** INFORMATION PROVIDED **
((

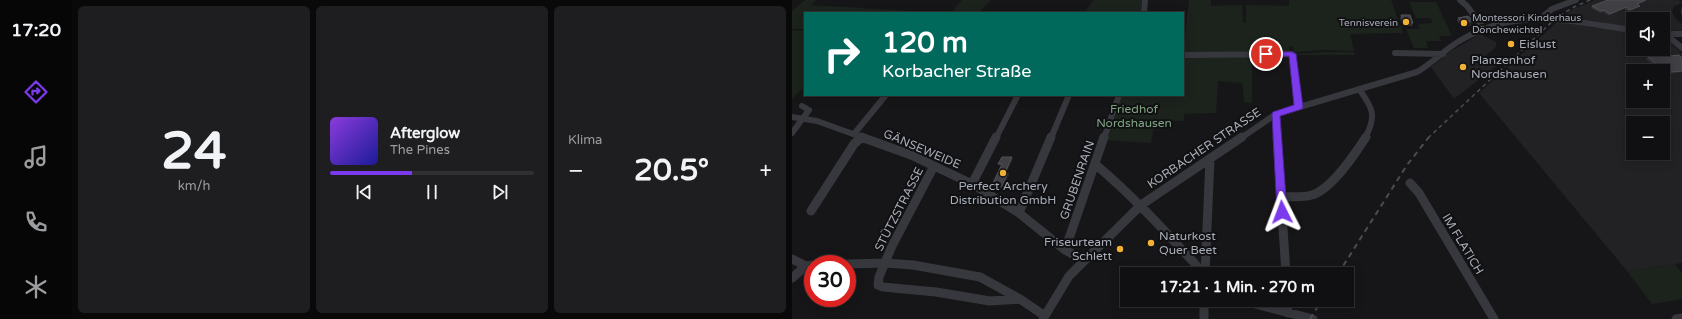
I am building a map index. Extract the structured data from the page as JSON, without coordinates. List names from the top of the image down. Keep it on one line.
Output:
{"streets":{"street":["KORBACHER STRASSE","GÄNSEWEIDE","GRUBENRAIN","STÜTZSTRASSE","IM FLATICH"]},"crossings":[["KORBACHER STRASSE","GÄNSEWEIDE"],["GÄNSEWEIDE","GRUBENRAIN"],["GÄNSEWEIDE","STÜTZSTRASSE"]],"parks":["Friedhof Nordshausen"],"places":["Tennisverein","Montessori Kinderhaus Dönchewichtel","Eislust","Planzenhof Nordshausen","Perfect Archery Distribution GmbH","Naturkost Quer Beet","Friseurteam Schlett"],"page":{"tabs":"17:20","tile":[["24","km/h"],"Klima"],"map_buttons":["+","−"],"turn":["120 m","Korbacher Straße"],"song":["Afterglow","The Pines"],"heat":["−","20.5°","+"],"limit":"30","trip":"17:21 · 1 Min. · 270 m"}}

))

** WHAT IS REQUIRED **
The reply must hold every line above exactly as written and none of the pictures.

** OUTPUT FOR THIS EXERCISE **
I am building a map index. Extract the structured data from the page as JSON, without coordinates. List names from the top of the image down. Keep it on one line.
Output:
{"streets":{"street":["KORBACHER STRASSE","GÄNSEWEIDE","GRUBENRAIN","STÜTZSTRASSE","IM FLATICH"]},"crossings":[["KORBACHER STRASSE","GÄNSEWEIDE"],["GÄNSEWEIDE","GRUBENRAIN"],["GÄNSEWEIDE","STÜTZSTRASSE"]],"parks":["Friedhof Nordshausen"],"places":["Tennisverein","Montessori Kinderhaus Dönchewichtel","Eislust","Planzenhof Nordshausen","Perfect Archery Distribution GmbH","Naturkost Quer Beet","Friseurteam Schlett"],"page":{"tabs":"17:20","tile":[["24","km/h"],"Klima"],"map_buttons":["+","−"],"turn":["120 m","Korbacher Straße"],"song":["Afterglow","The Pines"],"heat":["−","20.5°","+"],"limit":"30","trip":"17:21 · 1 Min. · 270 m"}}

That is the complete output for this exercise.